Camile Thai To Launch In US On Kitchen United’s Ghost Kitchens

Camile Thai To Launch In US On Kitchen United’s Ghost Kitchens

June 07, 2021 at 10:59PM

Ghost kitchen tech provider Kitchen United and Camile Food Group have partnered to bring Camile Thai, a delivery and takeout-only brand, to the U.S., according to a Monday (June 7) press release.

The brand, which focuses on sustainable, plant-based dishes, will be available only through Kitchen United MIX locations, beginning in Chicago, with plans to expand to Pasadena and Los Angeles, Calif.; Austin, Texas; and New York City later this year.

“The rise of the on-demand economy has driven a monumental shift in traditional brick-and-mortar restaurant service,” Camile Thai CEO Brody Sweeney said in the press release. “Last year saw the most significant adoption of technology in our industry’s history with volume digital food ordering and delivery at its core.”

Camile Thai currently has 40 locations across the United Kingdom and Ireland, according to the press release, serving over 10,000 meals every day.

Restaurant brands need to digitize and diversify, Kitchen United CEO Jim Collins told PYMNTS previously — a need magnified over the last year and a half during the global COVID-19 pandemic.

“Restaurants have to start thinking of themselves as eCommerce businesses,” he said, adding “The difference between killing it and struggling can really come down to a brand’s online personality.”

Virtual, satellite locations can boost the long-term sustainability of a restaurant brand, as consumers continue to seek out omnichannel ordering, and may or may not want the sit-down experience.
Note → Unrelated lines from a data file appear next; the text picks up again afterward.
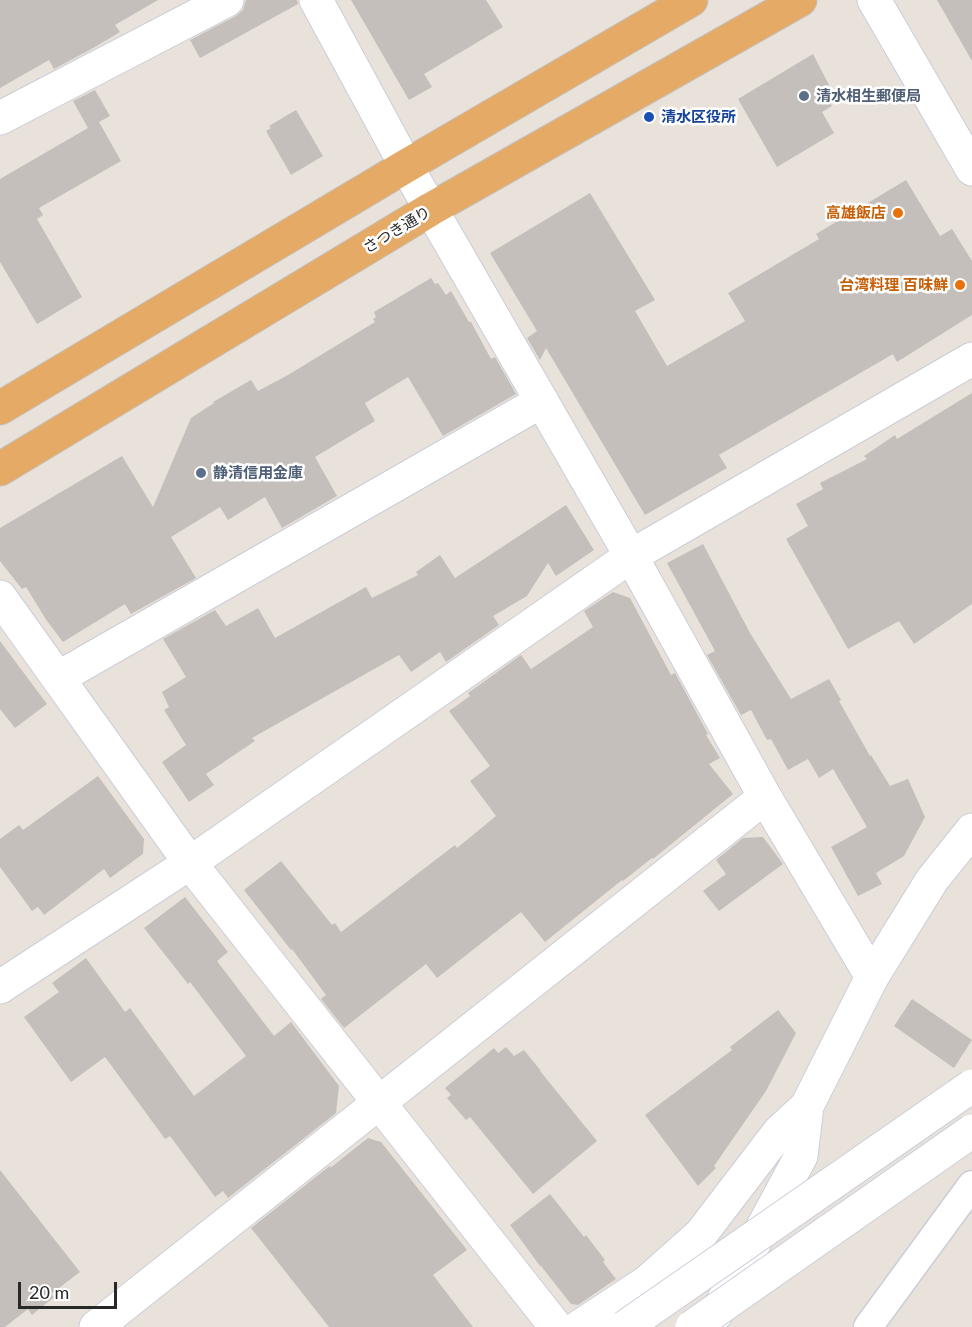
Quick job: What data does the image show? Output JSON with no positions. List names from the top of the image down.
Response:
{
  "streets": {
    "highway": ["さつき通り"]
  },
  "places": [
    "清水相生郵便局",
    "清水区役所",
    "高雄飯店",
    "台湾料理 百味鮮",
    "静清信用金庫"
  ],
  "scale_bar": "20 m"
}
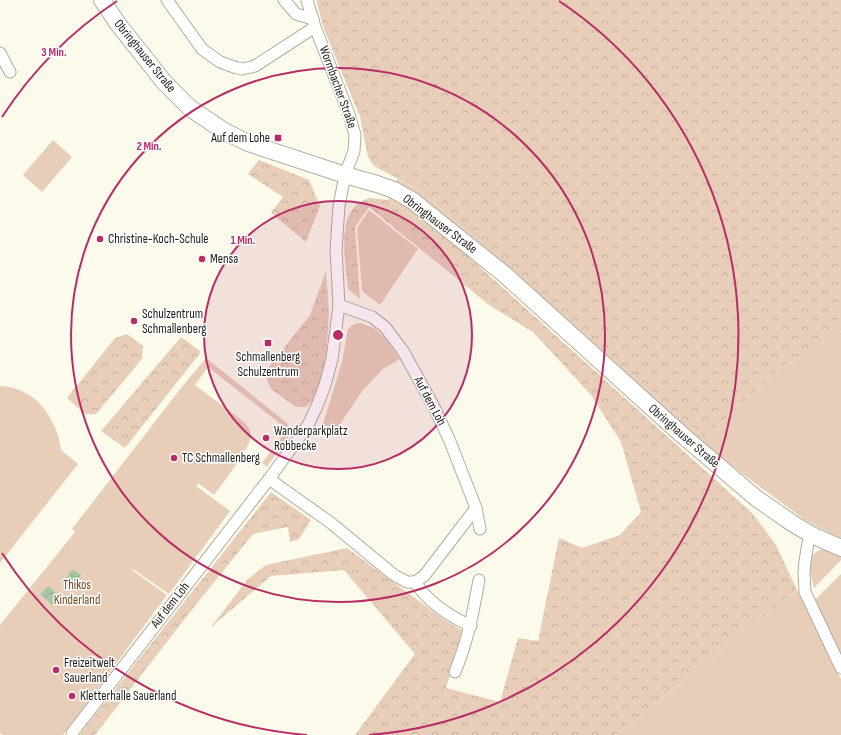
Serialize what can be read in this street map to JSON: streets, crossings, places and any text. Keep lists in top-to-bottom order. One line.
{"streets":{"street":["Obringhauser Straße","Wormbacher Straße","Auf dem Loh"]},"crossings":[["Obringhauser Straße","Wormbacher Straße"],["Obringhauser Straße","Auf dem Loh"],["Wormbacher Straße","Auf dem Loh"]],"parks":["Thikos Kinderland"],"places":{"transit":["Auf dem Lohe","Schmallenberg Schulzentrum"],"other":["Christine-Koch-Schule","Mensa","Schulzentrum Schmallenberg","Wanderparkplatz Robbecke","TC Schmallenberg","Freizeitwelt Sauerland","Kletterhalle Sauerland"]},"rings":["3 Min.","2 Min.","1 Min."]}
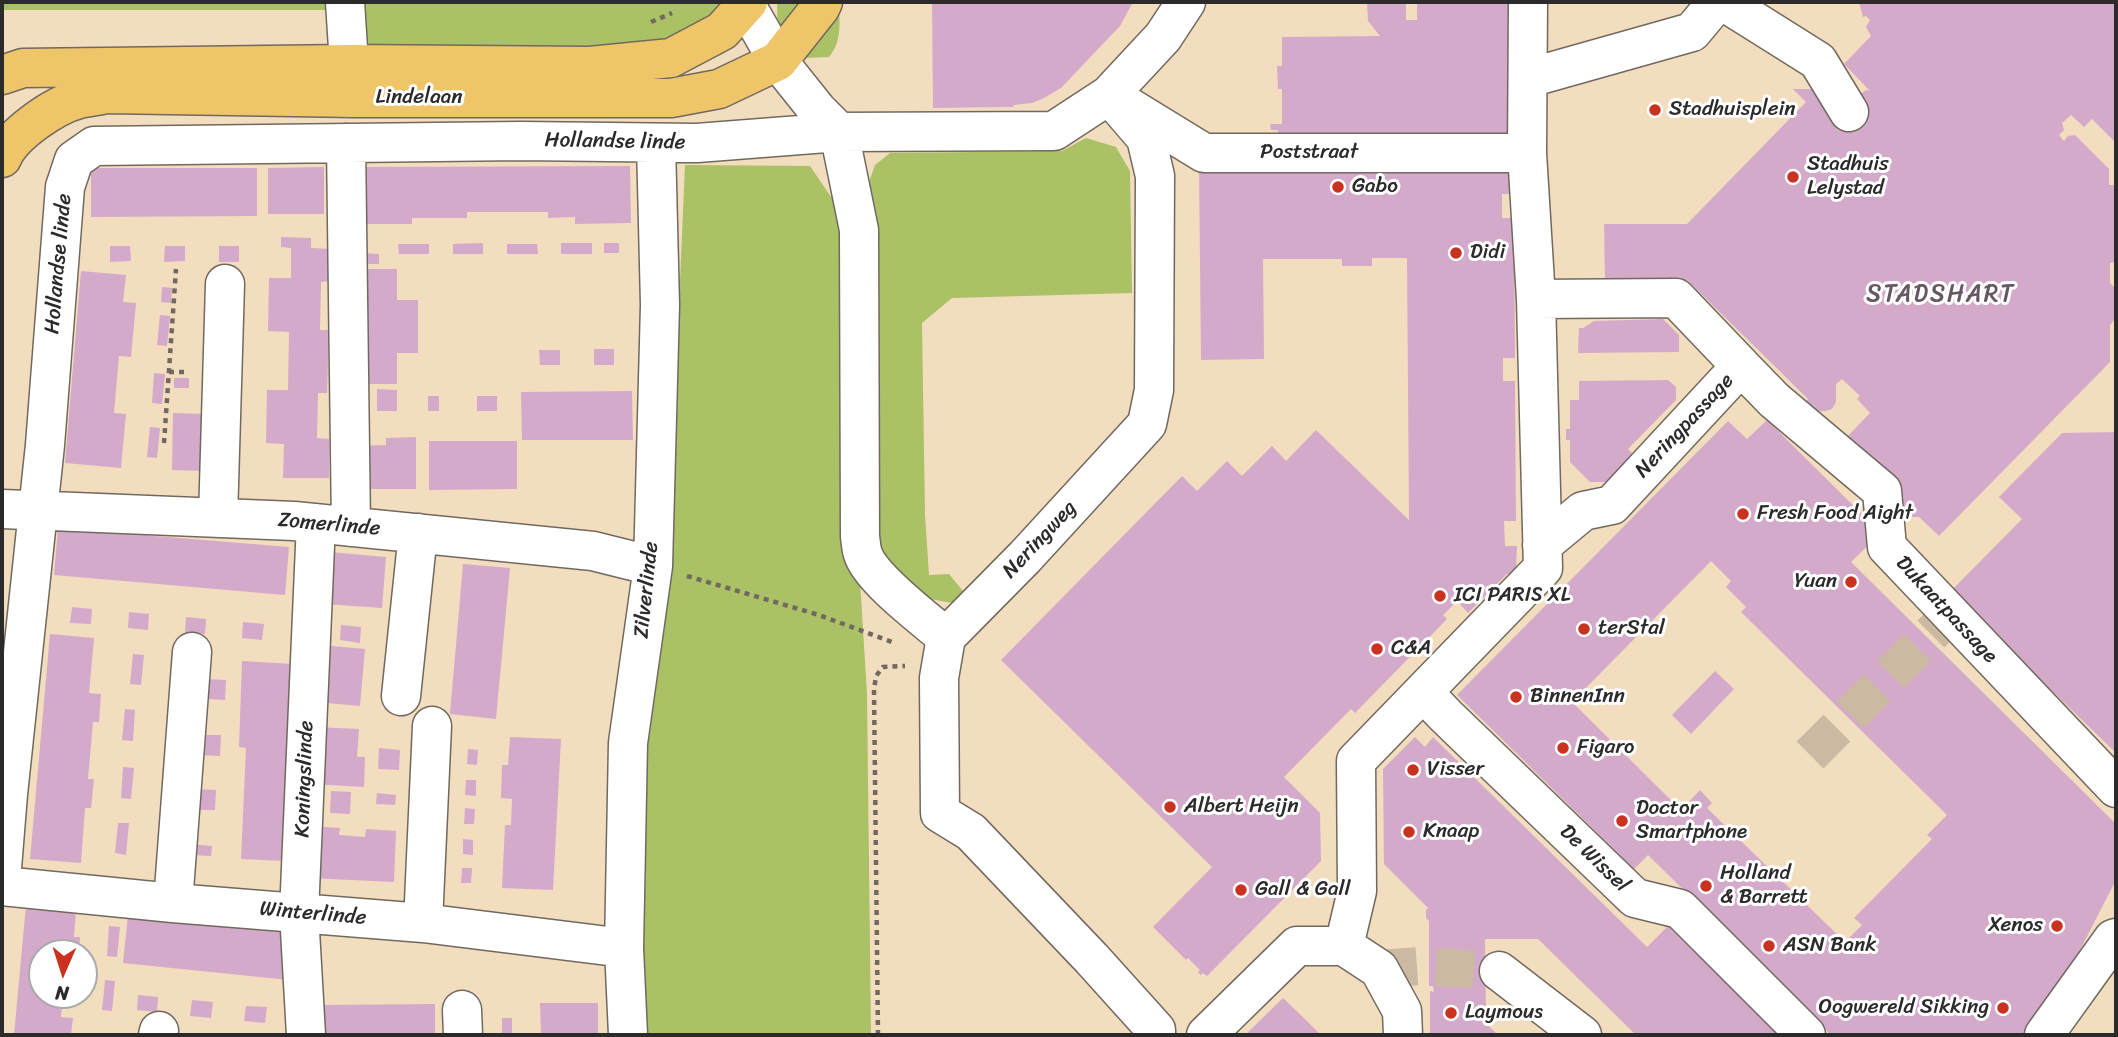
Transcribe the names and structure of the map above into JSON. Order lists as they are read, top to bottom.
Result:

Plus, they offer restaurants a way to test new markets and concepts, while the lack of a dining room reduced the restaurant’s capital expenditure, PYMNTS has reported.

“We knew that the direction the restaurant industry was moving was all about accessibility,” James Walker, senior vice president of restaurants at Nathan’s Famous, recently told PYMNTS. “Drive-thrus and delivery and off-premises — you could just see the numbers escalating. And we said, we don’t want to jump on that train. We want to get there before the train.”